La peur de la solitude
Revenons au plus jeune membre de la famille, le petit-fils du vétéran de guerre. Bien qu’il ait le gabarit d’un collégien, Trân Duc Tài est atteint de déficience intellectuelle qui l’empêche de suivre une scolarité ordinaire. Il témoigne aussi de la persistance de la toxicité de l’agent orange au fil du temps et illustre cette 3e génération de victimes héréditaires de la guerre. Il a été envoyé au Village de l’amitié du Vietnam, qui prend en charge des victimes de la dioxine, implanté dans le district de Hoài Duc.
"Pour resserrer les liens familiaux et soulager notre solitude, la dernière semaine de chaque mois, ma femme le ramène chez nous pendant quelques jours. Son père, en raison de son état de santé, doit rester constamment à Ba Vi", explique le grand-père sur la présence de Tài à la maison cette semaine.
"Très souvent, il agit de manière imprévisible et incontrôlable. Les bruits forts et anormaux l’effraient. Chaque fois qu’il les entend, il se replie sur lui-même, hurle fort et saute vers moi", raconte Mme Bat, âgée de 68 ans.
Son petit-fils Trân Duc Tài, 3e génération de victimes de la dioxine. |
Outre les difficultés financières de la vie quotidienne, l’épreuve la plus difficile pour le couple reste la solitude. M. Tiên préfère rester dans sa chambre avec sa mini radio. "Écouter la radio pour suivre l’actualité est le seul divertissement qui chasse la solitude et la tristesse". Le couple trouve du réconfort et de l’espoir dans sa petite-fille de 11 ans qui, malgré une déformation faciale partielle, est heureusement en bonne santé.
Des allocations de l’État
"M. Tiên est l’un des 36 vétérans de guerre contaminés par la dioxine domiciliés dans le quartier et son fils est l’un des neufs enfants de la 2e génération touchée", informe Nguyên Anh Hy, président de l’Association des victimes de l’agent orange du quartier de Sài Dông.

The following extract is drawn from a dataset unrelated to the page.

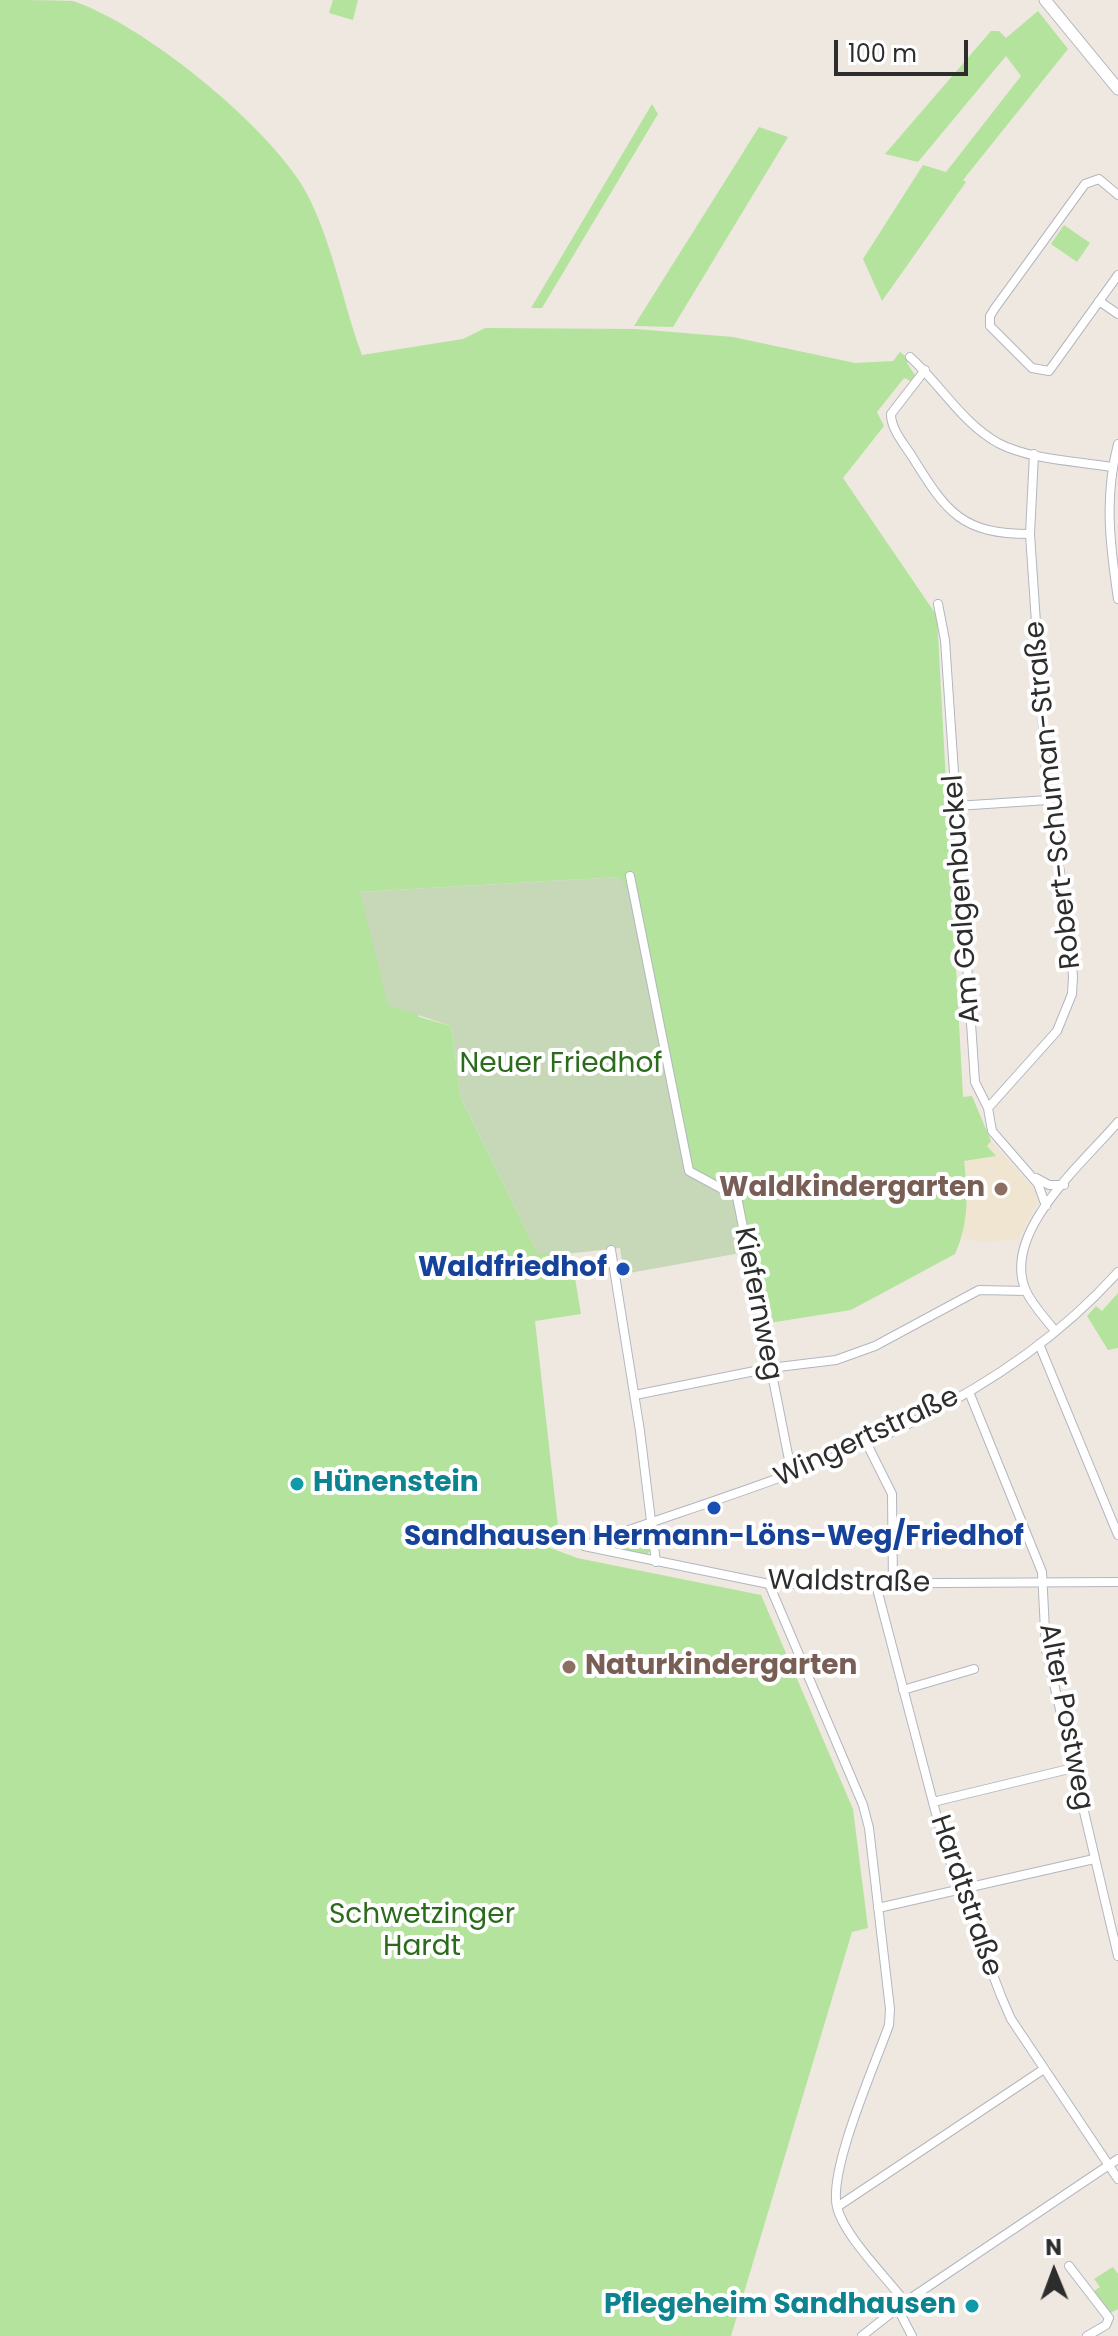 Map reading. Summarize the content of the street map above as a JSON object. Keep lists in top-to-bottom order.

Les statistiques communiquées récemment par Nguyên Sy Thuy, président de l’Association des victimes de l’agent orange de Hanoï, montrent que la ville en compte plus de 50.000 personnes. Sur ce nombre, 20.400 bénéficient des allocations de l’État et des assurances sociales. Rien que dans l’arrondissement de Long Biên, on compte 125 victimes de la 1re génération et 91 de la 2e. Tous bénéficient d’une allocation mensuelle de l’État.
Chaque mois, une victime de la 1re génération comme M. Tiên reçoit 1,9 million dôngs et son fils, 700.000. Néanmoins, pour celles de la 3e génération comme son petit-fils, l’État est en train d’examiner ses politiques en leur faveur en vue de leur attribuer des allocations.
"Lors du Têt traditionnel et de la Journée des invalides de guerre et des morts pour la Patrie (27 juillet), nous sommes beaucoup réconfortés par les visites et les dons des autorités locales, de nombreux individus et entreprises. L’aide financière peut ne pas suffire mais je pense que l’État et les autorités font tous les efforts possibles pour nous épauler", affirme avec reconnaissance M. Tiên.